経鼻胃カメラとは?口からとの違い・検査の流れをわかりやすく解説
胃カメラは苦しそうだという抵抗感を示される方は一定いらっしゃいます。確かに口からのスコープは、人によってはつらいもののため、鎮静剤を用いて行う場合が多いです。一方で、経鼻胃カメラは楽にできる可能性がありますが、全員に向いているわけではありません。このページでは、経鼻と経口の違いと、当院でどのように判断しているかをお伝えしていきます。
経鼻胃カメラとは
経鼻胃カメラ(経鼻内視鏡)は、直径約5〜6mm程度の細いスコープを鼻の穴から挿入し、食道・胃・十二指腸の内部を観察する検査です。
胃カメラには、従来の口から挿入する「経口内視鏡」と、鼻から挿入する「経鼻内視鏡」があります。どちらも食道から胃、十二指腸へとスコープを進めながら内部の粘膜を観察し、必要に応じて組織の一部を採取(生検)することができます。
経鼻胃カメラの最大の特徴は、スコープが舌の根もと(舌根部)に触れないため、えずきが出にくくなっている事です。
口からの胃カメラとの違い・メリット
経鼻胃カメラと口からの胃カメラ(経口内視鏡)の主な違いを整理します。
| 経鼻胃カメラ | 口からの胃カメラ | |
|---|---|---|
| 挿入経路 | 鼻 | 口 |
| 嘔吐反射 | 起こりにくい | 起こりやすい方もいる |
| 検査中の会話 | できる(声が出せる) | 難しい(口にスコープがある) |
| 鎮静剤の使用 | 不要な場合が多い | 希望に応じて使用可 |
経鼻胃カメラのメリット
- 嘔吐反射が起こりにくく、えずきが少ない
- 鎮静剤(眠り薬)を使わなくても受けやすい方が多い
- 鎮静剤不使用の場合、検査後すぐに車の運転が可能(施設のルールに準じます)
- 検査中に声を出せるため、気になることをその場で医師に伝えやすい
経鼻胃カメラの注意点
- 鼻腔(鼻の中)が狭い方や、鼻の病気がある方は挿入が難しいことがあります
- 鼻に麻酔をかけますが、鼻への違和感や軽い痛みを感じることがあります
- スコープの径が細いため、口からの胃カメラと比べて観察できる範囲や処置の種類に制限があることがあります
- 出血しやすい状態(抗血栓薬を服用している方など)は事前にご相談ください
経鼻・経口のどちらが適しているかは、症状や鼻腔の状態、検査の目的などによって異なります。担当医にご相談ください。
検査の流れ・所要時間
経鼻胃カメラの一般的な流れをご説明します(当院での実際の手順は受診時にご確認ください)。
検査前日〜当日の準備
- 前日の夜9時以降は食事を控えます(水・お茶は少量であれば可)
- 当日の朝食はとりません
- 服用中のお薬がある方は、事前に医師へお知らせください(特に血液をサラサラにする薬は要確認)

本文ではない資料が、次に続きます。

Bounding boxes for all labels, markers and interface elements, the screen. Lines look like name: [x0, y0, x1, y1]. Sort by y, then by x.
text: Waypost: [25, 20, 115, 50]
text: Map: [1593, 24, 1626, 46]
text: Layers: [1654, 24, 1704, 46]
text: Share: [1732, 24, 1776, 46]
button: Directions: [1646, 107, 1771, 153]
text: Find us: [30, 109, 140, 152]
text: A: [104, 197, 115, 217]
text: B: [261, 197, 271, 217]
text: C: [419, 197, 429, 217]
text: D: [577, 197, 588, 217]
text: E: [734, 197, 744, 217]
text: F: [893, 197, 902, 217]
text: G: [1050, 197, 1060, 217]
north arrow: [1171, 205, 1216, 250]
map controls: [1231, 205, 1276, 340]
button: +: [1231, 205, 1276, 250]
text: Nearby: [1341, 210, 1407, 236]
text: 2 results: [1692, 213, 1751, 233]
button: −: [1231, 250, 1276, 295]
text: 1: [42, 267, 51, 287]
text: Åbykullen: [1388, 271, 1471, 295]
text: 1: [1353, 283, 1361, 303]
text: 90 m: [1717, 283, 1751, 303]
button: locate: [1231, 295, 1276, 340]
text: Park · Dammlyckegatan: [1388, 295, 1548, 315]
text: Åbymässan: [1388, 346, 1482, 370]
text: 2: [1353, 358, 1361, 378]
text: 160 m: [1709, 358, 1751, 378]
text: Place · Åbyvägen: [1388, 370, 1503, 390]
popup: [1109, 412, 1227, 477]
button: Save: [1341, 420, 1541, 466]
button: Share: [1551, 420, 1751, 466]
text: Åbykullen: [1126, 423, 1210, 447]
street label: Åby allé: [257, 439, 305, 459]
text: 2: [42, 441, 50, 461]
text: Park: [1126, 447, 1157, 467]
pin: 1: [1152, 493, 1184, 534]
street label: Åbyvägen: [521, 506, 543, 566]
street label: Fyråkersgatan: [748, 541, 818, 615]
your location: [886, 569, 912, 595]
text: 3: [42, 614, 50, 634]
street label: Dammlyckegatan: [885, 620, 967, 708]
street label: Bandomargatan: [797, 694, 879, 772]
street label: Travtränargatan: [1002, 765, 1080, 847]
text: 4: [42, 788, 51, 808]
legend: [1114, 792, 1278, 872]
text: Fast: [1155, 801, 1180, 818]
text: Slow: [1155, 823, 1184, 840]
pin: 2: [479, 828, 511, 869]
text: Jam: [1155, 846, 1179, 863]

- 血糖降下薬・インスリンを使用されている方も事前にご相談ください
当日の検査の流れ
- 問診・同意書の確認:アレルギー・既往歴・服薬内容などを確認します
- 鼻の前処置:鼻腔を広げる薬(血管収縮薬)をスプレーし、鼻に麻酔ゼリーを注入します
- のどの麻酔:のどに麻酔をかけます(経鼻でも一般的に行います)
- スコープの挿入・観察:鼻からスコープをゆっくり挿入し、食道・胃・十二指腸を観察します
- 必要に応じて生検(組織採取):気になる粘膜があれば、その場で小さな組織を採取して病理検査に提出します
- 検査終了・結果説明:検査後、医師から観察の結果をお伝えします
所要時間の目安
観察のみの場合、スコープの挿入から終了まで5〜10分程度が目安です。生検を行う場合は少し時間が追加されます。来院から検査終了・結果説明まで含めると、全体で1〜2時間程度みておくとよいでしょう。
検査後の注意
- 鼻・のどの麻酔が残っている間は、飲食を控えてください(目安:検査後1時間程度)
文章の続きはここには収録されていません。